PROBLEM
Report how many lines in the records below hold "Sort", with no other output.

Collected data

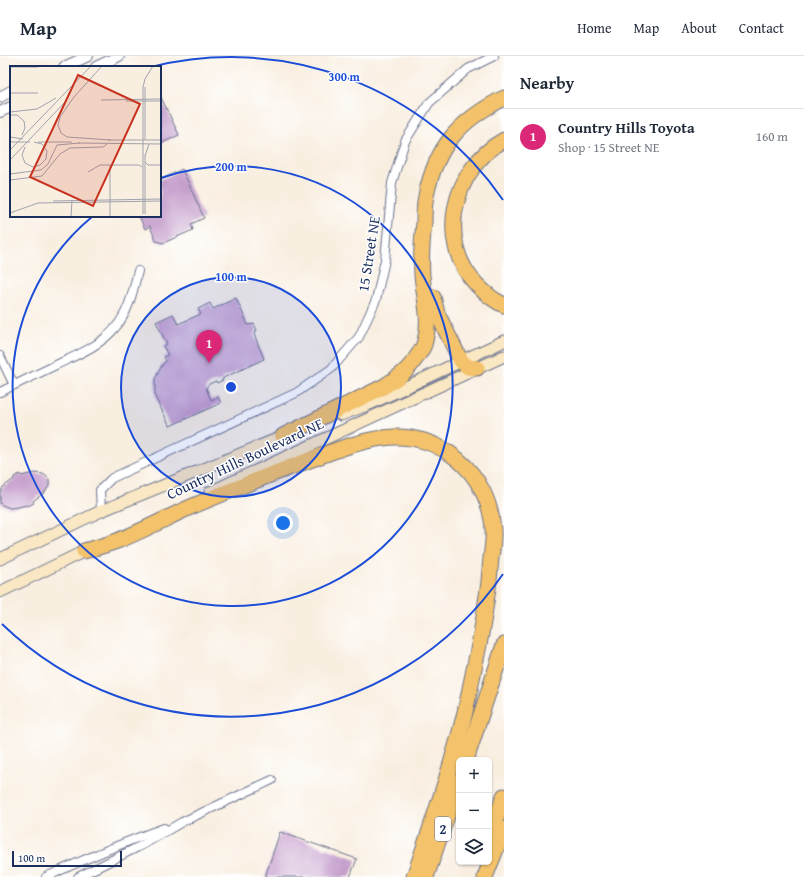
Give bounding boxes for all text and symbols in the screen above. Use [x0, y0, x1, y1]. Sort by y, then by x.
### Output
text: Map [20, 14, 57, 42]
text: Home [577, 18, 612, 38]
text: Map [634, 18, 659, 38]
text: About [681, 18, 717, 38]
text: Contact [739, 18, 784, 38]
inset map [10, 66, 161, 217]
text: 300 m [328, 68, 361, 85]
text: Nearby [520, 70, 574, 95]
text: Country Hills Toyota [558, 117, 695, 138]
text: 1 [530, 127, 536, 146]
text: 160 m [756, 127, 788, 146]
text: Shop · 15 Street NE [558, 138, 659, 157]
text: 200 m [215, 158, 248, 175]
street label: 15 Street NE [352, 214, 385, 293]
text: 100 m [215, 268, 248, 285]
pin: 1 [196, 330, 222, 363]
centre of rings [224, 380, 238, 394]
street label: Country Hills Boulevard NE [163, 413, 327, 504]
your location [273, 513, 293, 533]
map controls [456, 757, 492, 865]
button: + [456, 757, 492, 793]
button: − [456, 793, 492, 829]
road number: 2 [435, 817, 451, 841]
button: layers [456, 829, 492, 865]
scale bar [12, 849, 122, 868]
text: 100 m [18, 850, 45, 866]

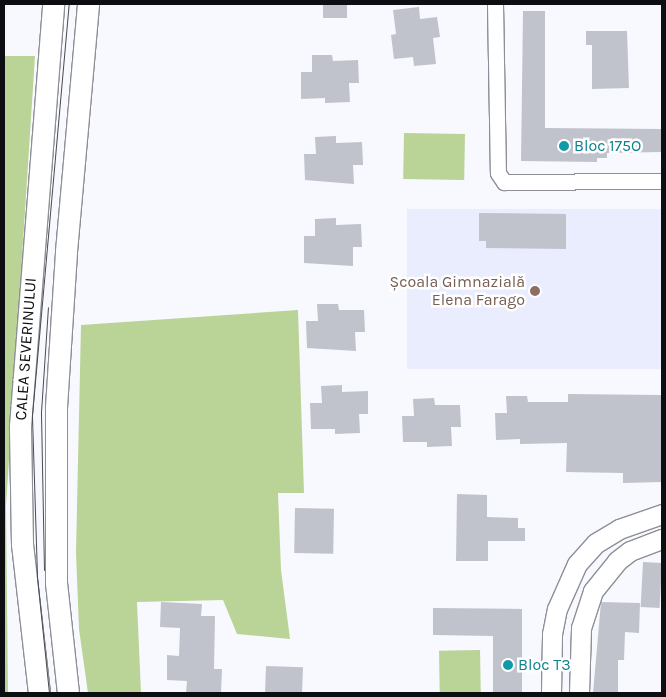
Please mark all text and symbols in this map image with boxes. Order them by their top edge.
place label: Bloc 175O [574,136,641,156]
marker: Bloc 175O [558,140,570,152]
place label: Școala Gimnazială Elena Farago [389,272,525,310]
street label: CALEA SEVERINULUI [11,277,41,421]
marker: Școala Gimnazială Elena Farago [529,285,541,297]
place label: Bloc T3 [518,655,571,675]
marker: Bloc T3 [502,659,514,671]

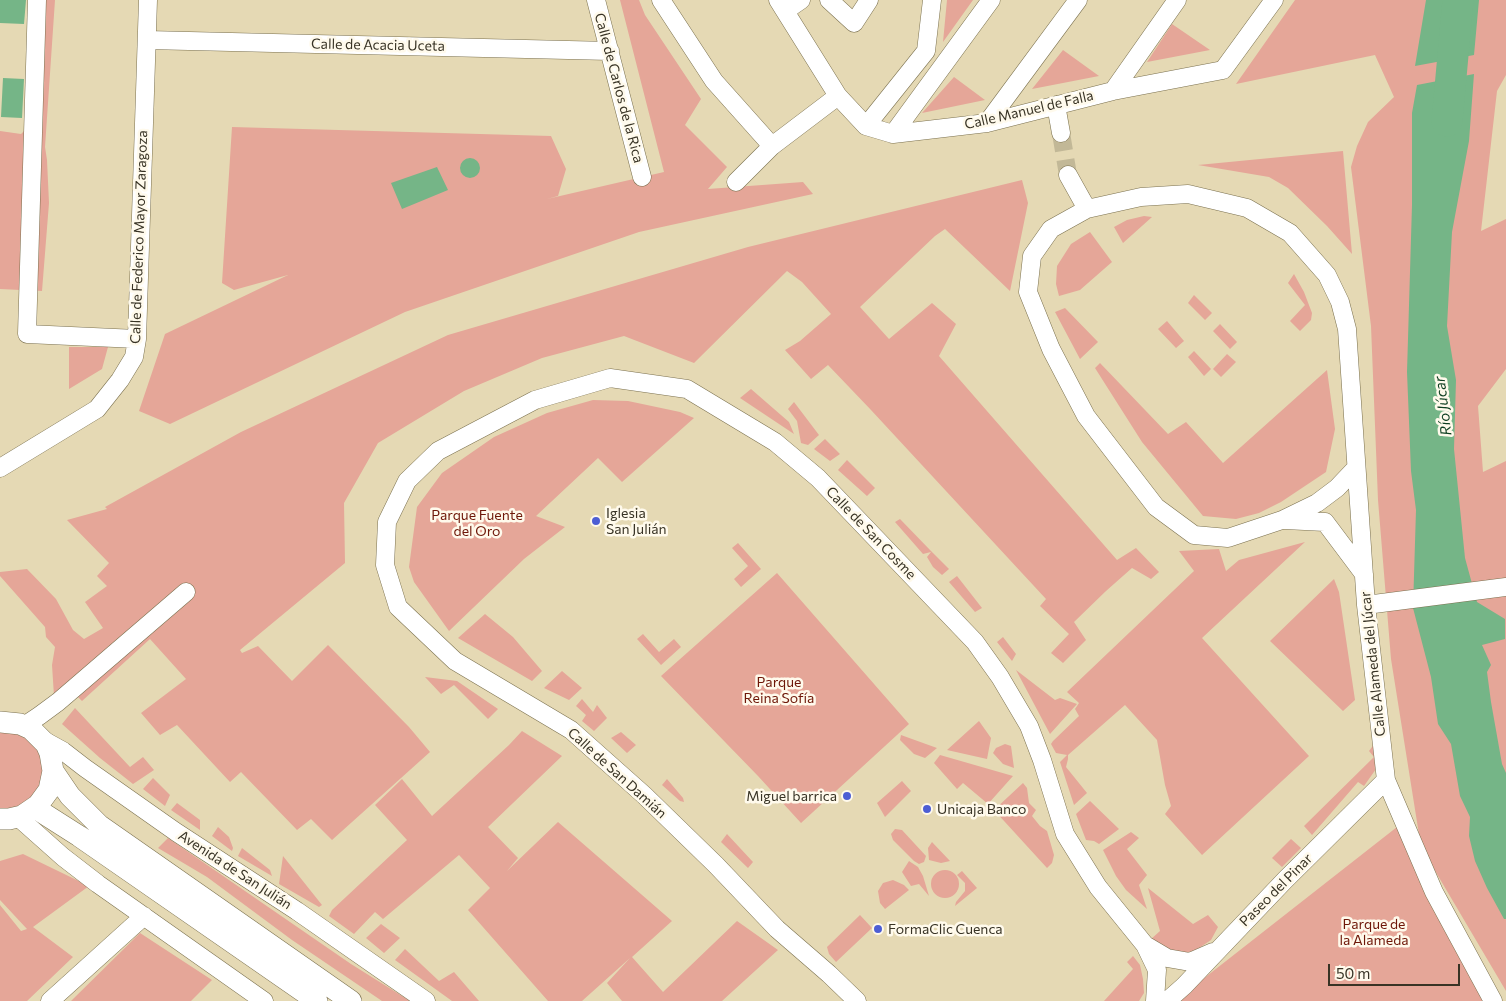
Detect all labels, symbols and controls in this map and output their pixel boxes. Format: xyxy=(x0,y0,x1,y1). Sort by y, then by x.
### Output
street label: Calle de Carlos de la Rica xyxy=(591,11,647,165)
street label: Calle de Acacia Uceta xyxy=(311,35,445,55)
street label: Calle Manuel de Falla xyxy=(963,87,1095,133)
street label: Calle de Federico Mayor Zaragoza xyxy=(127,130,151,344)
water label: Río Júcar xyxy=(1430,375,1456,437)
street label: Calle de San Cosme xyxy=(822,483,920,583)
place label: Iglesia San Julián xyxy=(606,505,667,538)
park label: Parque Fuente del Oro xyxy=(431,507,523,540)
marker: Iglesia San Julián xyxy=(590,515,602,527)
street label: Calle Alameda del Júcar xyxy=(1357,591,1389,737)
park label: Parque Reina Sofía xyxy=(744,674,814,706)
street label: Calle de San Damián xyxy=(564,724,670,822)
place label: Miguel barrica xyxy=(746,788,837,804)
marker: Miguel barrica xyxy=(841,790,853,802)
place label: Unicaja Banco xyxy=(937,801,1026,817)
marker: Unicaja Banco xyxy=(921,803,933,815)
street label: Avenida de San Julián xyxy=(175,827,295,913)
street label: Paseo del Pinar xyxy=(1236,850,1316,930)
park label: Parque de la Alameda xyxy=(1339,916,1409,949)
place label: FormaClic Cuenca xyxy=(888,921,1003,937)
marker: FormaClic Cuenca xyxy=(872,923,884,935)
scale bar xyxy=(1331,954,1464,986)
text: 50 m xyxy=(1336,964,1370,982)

---

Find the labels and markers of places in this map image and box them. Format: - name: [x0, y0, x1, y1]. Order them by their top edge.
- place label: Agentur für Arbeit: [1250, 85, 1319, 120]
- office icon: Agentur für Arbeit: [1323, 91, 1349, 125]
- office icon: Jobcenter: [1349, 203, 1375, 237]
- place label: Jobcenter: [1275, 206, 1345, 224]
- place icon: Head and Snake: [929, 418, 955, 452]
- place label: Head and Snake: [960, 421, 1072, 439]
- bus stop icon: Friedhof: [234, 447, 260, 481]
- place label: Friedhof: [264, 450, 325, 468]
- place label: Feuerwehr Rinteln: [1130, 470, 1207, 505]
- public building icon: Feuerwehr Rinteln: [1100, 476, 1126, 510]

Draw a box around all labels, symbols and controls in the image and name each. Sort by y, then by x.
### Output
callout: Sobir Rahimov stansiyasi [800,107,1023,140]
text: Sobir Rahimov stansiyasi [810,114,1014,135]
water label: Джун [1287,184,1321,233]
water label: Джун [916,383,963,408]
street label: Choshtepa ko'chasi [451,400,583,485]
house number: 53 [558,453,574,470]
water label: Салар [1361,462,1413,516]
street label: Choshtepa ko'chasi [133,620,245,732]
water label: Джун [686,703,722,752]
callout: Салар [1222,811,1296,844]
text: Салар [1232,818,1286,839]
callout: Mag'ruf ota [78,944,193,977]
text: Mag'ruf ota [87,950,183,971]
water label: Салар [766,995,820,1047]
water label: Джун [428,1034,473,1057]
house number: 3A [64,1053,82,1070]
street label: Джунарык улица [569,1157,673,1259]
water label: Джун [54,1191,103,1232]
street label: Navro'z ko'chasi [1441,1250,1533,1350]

OUTPUT BELOW
3